If you’re new to using bacalhau, you might be surprised to find that it’s available in many common grocery stores, often sold near the cured meats section. For example, my local Publix grocery store sells a few different varieties of bacalhau. I like to keep some in the fridge at all times; I’ll generally throw some in a bowl of water, then put it in the fridge to soak overnight, and either pan-fry it to enjoy with my breakfast, or making something fancy like today’s recipe.
This dish is unique in that you spend most of your time getting everything prepped before actually putting it together – baking the dish itself is a cinch.
Bacalhau à Gomes de Sá (Gluten-free, Paleo, Primal, Perfect Health Diet)
1 lb salted cod
3 medium potatoes (about 2 lbs), peeled
1 tbsp olive oil
1 Spanish onion, thinly sliced
1/4 cup butter, melted
1/2 tsp salt
1/2 tsp black pepper
12-15 black olives
1 large handful fresh parsley, chopped
2 hardboiled eggs, cut into wedges, for serving
1 lemon, cut into wedges, for serving
1. Prep the salted cod. Rinse in cold water and place in a bowl; fill the bowl with water and place in the refrigerator. Soak the cod for at least 12 but up to 48 hours, switching out the water twice.
2. Remove the cod and place in a stockpot; cover with water and bring to a boil. Reduce heat to med/low and simmer for 10 minutes, then drain and set aside to cool, about 20 minutes. At the same time, place the potatoes in a separate pot and cover with water; bring to a boil, reduce heat to med/low and simmer until just tender, about 10 minutes. Drain and set aside to cool, about 20 minutes.

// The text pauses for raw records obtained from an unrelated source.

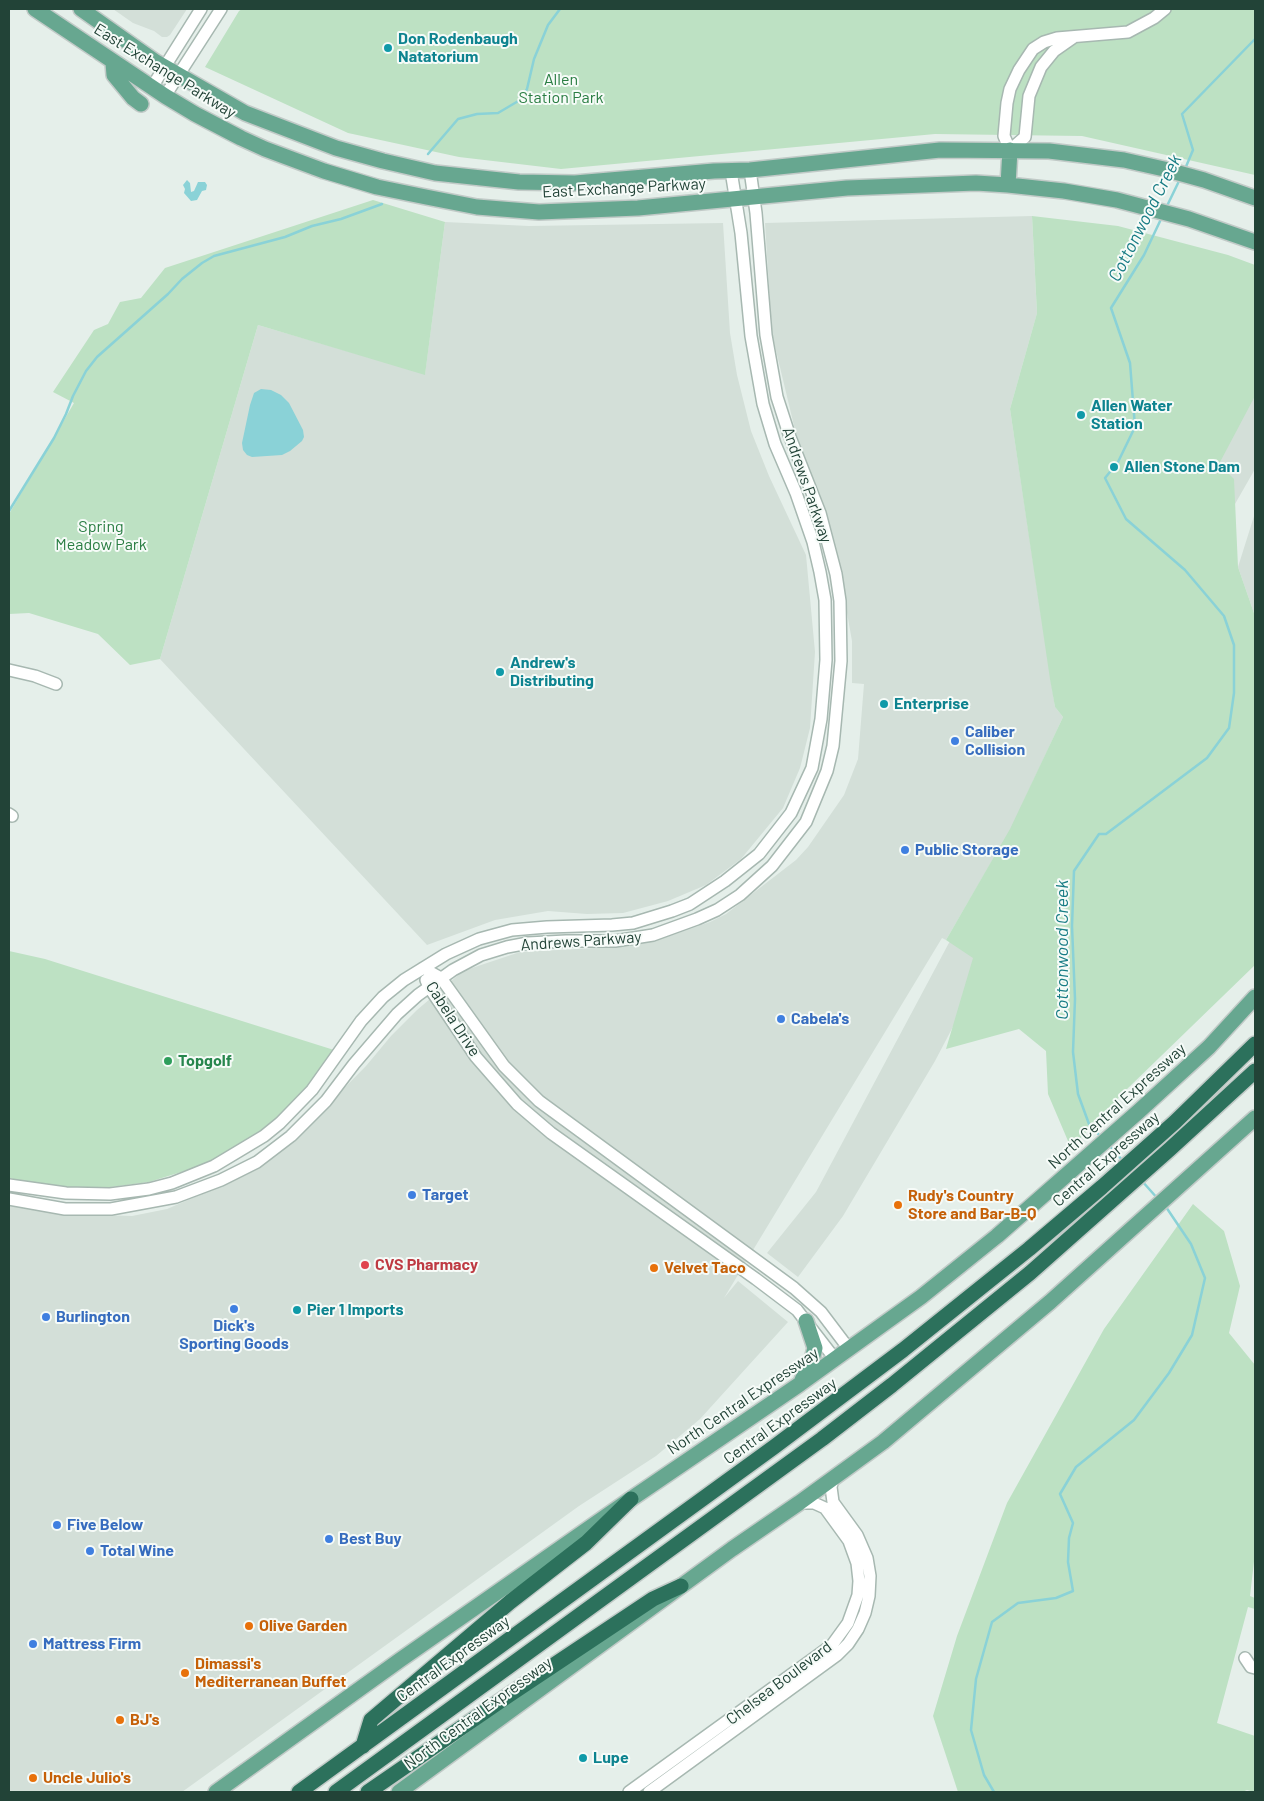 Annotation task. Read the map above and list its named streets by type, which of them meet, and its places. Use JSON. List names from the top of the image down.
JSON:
{
  "streets": {
    "highway": ["Central Expressway"],
    "main road": ["East Exchange Parkway", "North Central Expressway"],
    "street": ["Andrews Parkway", "Cabela Drive", "Chelsea Boulevard"]
  },
  "crossings": [
    ["East Exchange Parkway", "Andrews Parkway"],
    ["Andrews Parkway", "Cabela Drive"],
    ["Cabela Drive", "North Central Expressway"],
    ["North Central Expressway", "Chelsea Boulevard"]
  ],
  "water": ["Cottonwood Creek"],
  "parks": ["Allen Station Park", "Spring Meadow Park"],
  "places": [
    "Don Rodenbaugh Natatorium",
    "Allen Water Station",
    "Allen Stone Dam",
    "Andrew's Distributing",
    "Enterprise",
    "Caliber Collision",
    "Public Storage",
    "Cabela's",
    "Topgolf",
    "Target",
    "Rudy's Country Store and Bar-B-Q",
    "CVS Pharmacy",
    "Velvet Taco",
    "Dick's Sporting Goods",
    "Pier 1 Imports",
    "Burlington",
    "Five Below",
    "Best Buy",
    "Total Wine",
    "Olive Garden",
    "Mattress Firm",
    "Dimassi's Mediterranean Buffet",
    "BJ's",
    "Lupe",
    "Uncle Julio's"
  ]
}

3. As the cod and potatoes cook and cool, caramelize the onion. Warm the oil in a skillet over med/low heat, then add the onion and a pinch of salt. Sauté the onion until caramelized, reducing heat as needed to prevent burning, about 40 minutes, stirring every few minutes. If you time it right, you can prep all three items – cod, potatoes, and onions – at the same time.
4. Once the cod and potatoes have cooled, shred the cod with a fork and slice the potatoes into 1/4″ slices. Gently toss the potatoes with the melted butter, salt and pepper.

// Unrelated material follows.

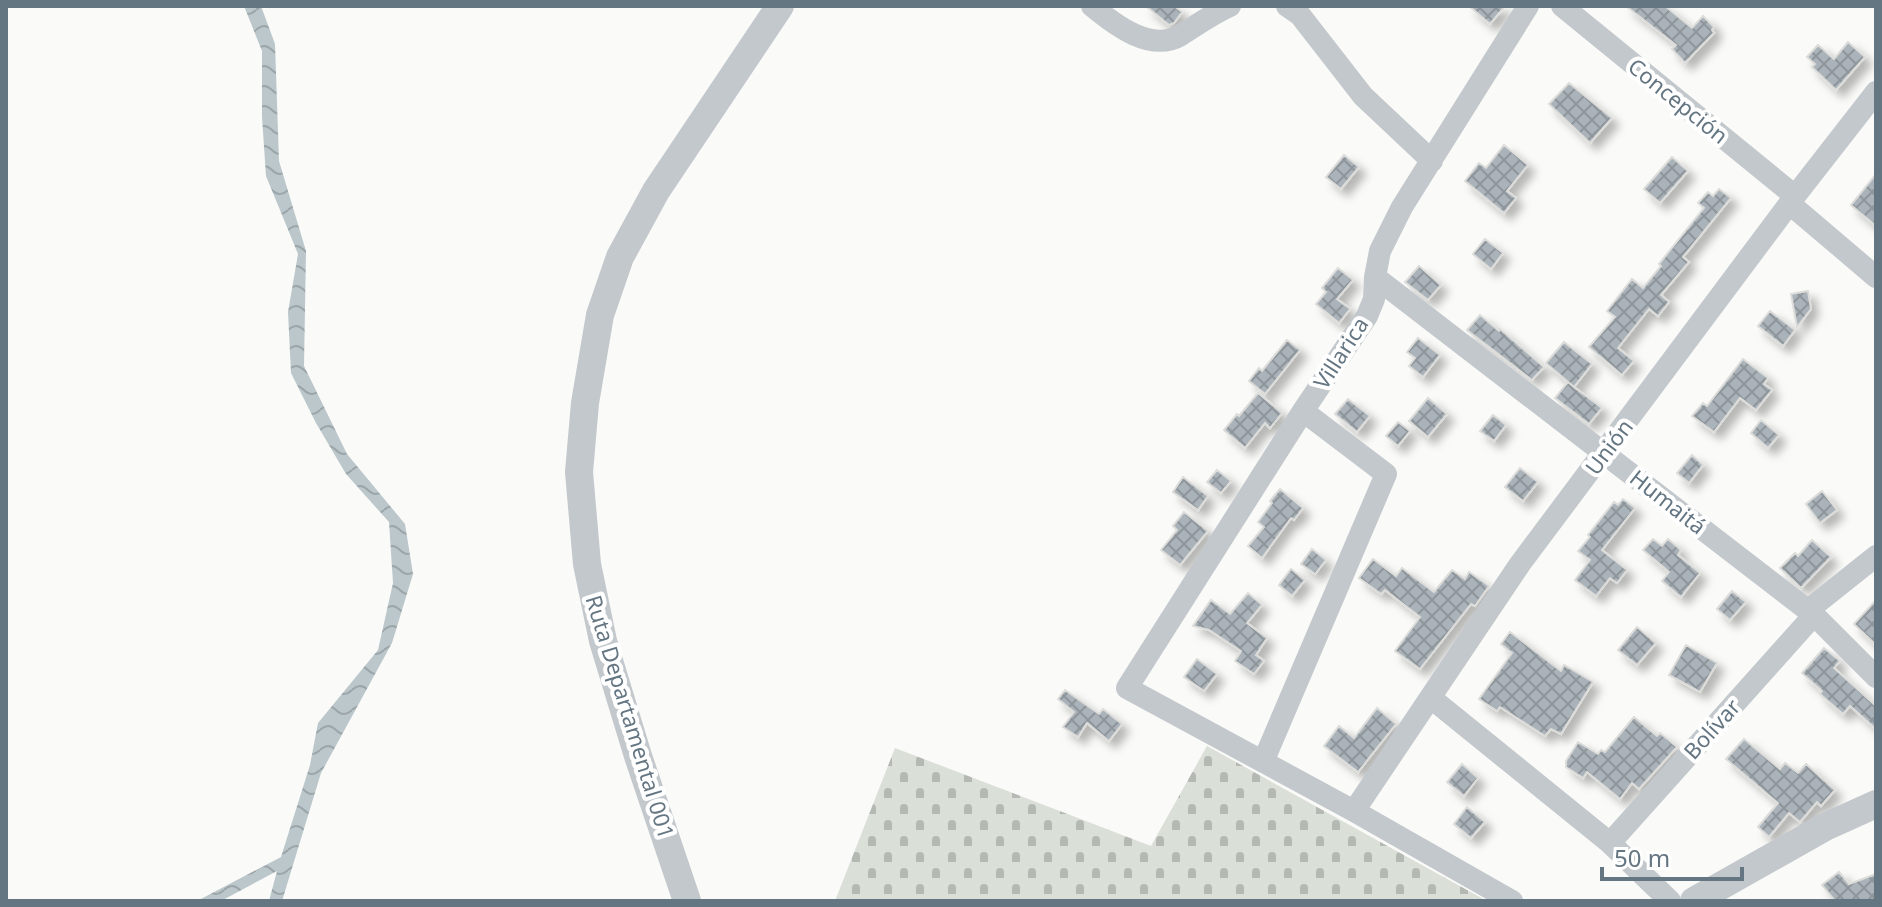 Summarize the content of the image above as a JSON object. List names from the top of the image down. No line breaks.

5. Preheat the oven to 350F. Add half of the potatoes to a casserole or gratin dish, then layer half of the fish, black olives, parsley, and caramelized onions on top. Repeat with the remaining ingredients. Bake until golden and slightly crisped, about 30 minutes, then serve with egg and lemon wedges.
10 thoughts on “Bacalhau à Gomes de Sá”
Beautiful photography and a very interesting recipe!
I’m so happy to see a dish from my culture featured here! Thank you for sharing!
you inspire.. I love to cook.
Great photos and recipe!
Thanks for posting a portuguese recipe!
We do eat a lot of bacalhau (mainly fished in Norway), and there are hundred recipes for it.
Traditionally, this is not an oven baked dish: you boil the potatoes and codfish, then sautée them in olive oil with the onions (we don’t traditionally cook with butter in Portugal), toss them in a plate with parsley, boiled eggs and olives, and that’s it.
Hi where can I find a Spanish onion? Can I use a yellow onion?
Hi Rachel, a Spanish onion is a sweet onion, it’s often labeled as Spanish, sweet, Maui, or Walla Walla, depending on where you’re at. A yellow onion works, too!
Bacalhau a Gomes de Sa, this traditional dish which is originally from Porto, Portugal is baked in the oven as you state. Of course good Portuguese cooks and chefs use butter. If nothing else, they will add some butter to the olive oil for the extra flavour.
To keep it traditionaly you do add some slices of hard boiled egg along with the black olives, clinatro or parsley as the finsihing garnishs.
Salted cod and even now a day’s fresh cod does come from the waters off Norway. Orginally and until recently it was all caught off Newfoundland.
Thank you for the receipe, you have some great ones.